*** Opening of DATASET ***

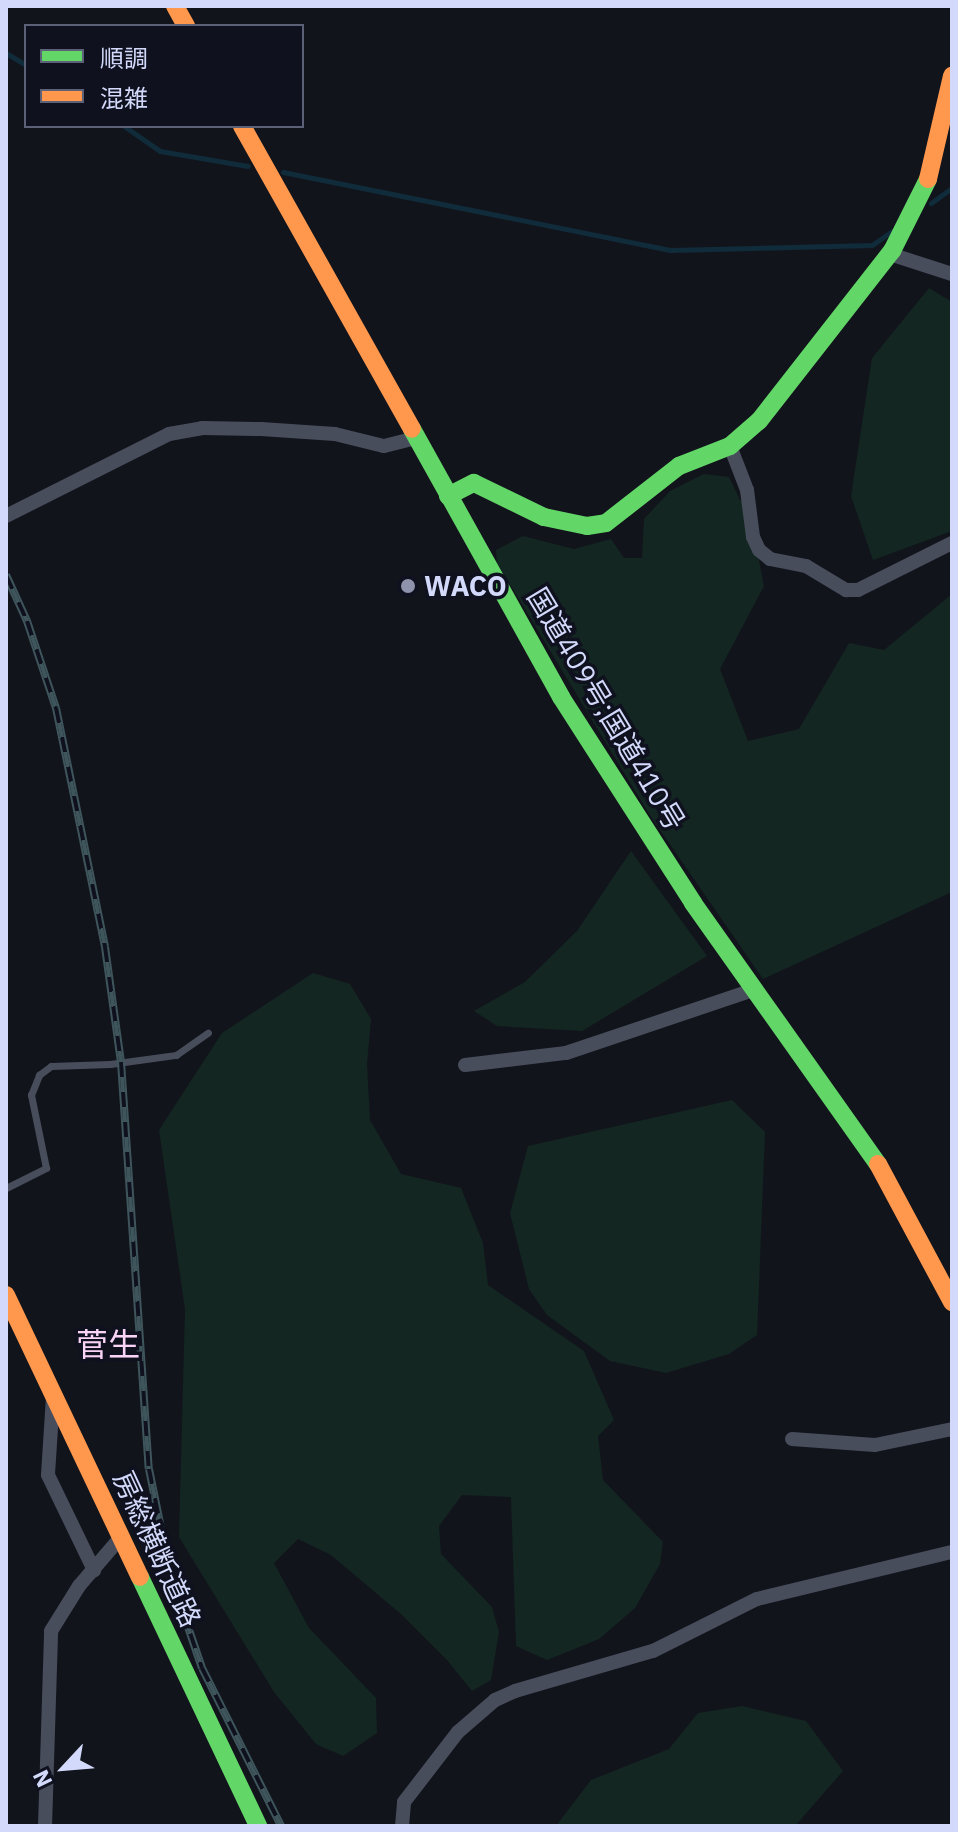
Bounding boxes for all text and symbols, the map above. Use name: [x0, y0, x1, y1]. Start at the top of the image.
legend: [24, 24, 304, 128]
text: 順調: [100, 42, 148, 74]
text: 混雑: [100, 82, 148, 114]
place label: WACO: [424, 569, 507, 603]
marker: WACO: [399, 577, 417, 595]
street label: 国道409号;国道410号: [520, 582, 692, 836]
district label: 菅生: [76, 1325, 140, 1363]
street label: 房総横断道路: [106, 1466, 208, 1632]
north arrow: [24, 1728, 104, 1808]
text: N: [25, 1765, 59, 1792]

*** Close of DATASET ***

Without the pictures, print the whole listing exactly as given.

Bounding boxes for all text and symbols, the map above. Use name: [x0, y0, x1, y1]. Start at the top of the image.
legend: [24, 24, 304, 128]
text: 順調: [100, 42, 148, 74]
text: 混雑: [100, 82, 148, 114]
place label: WACO: [424, 569, 507, 603]
marker: WACO: [399, 577, 417, 595]
street label: 国道409号;国道410号: [520, 582, 692, 836]
district label: 菅生: [76, 1325, 140, 1363]
street label: 房総横断道路: [106, 1466, 208, 1632]
north arrow: [24, 1728, 104, 1808]
text: N: [25, 1765, 59, 1792]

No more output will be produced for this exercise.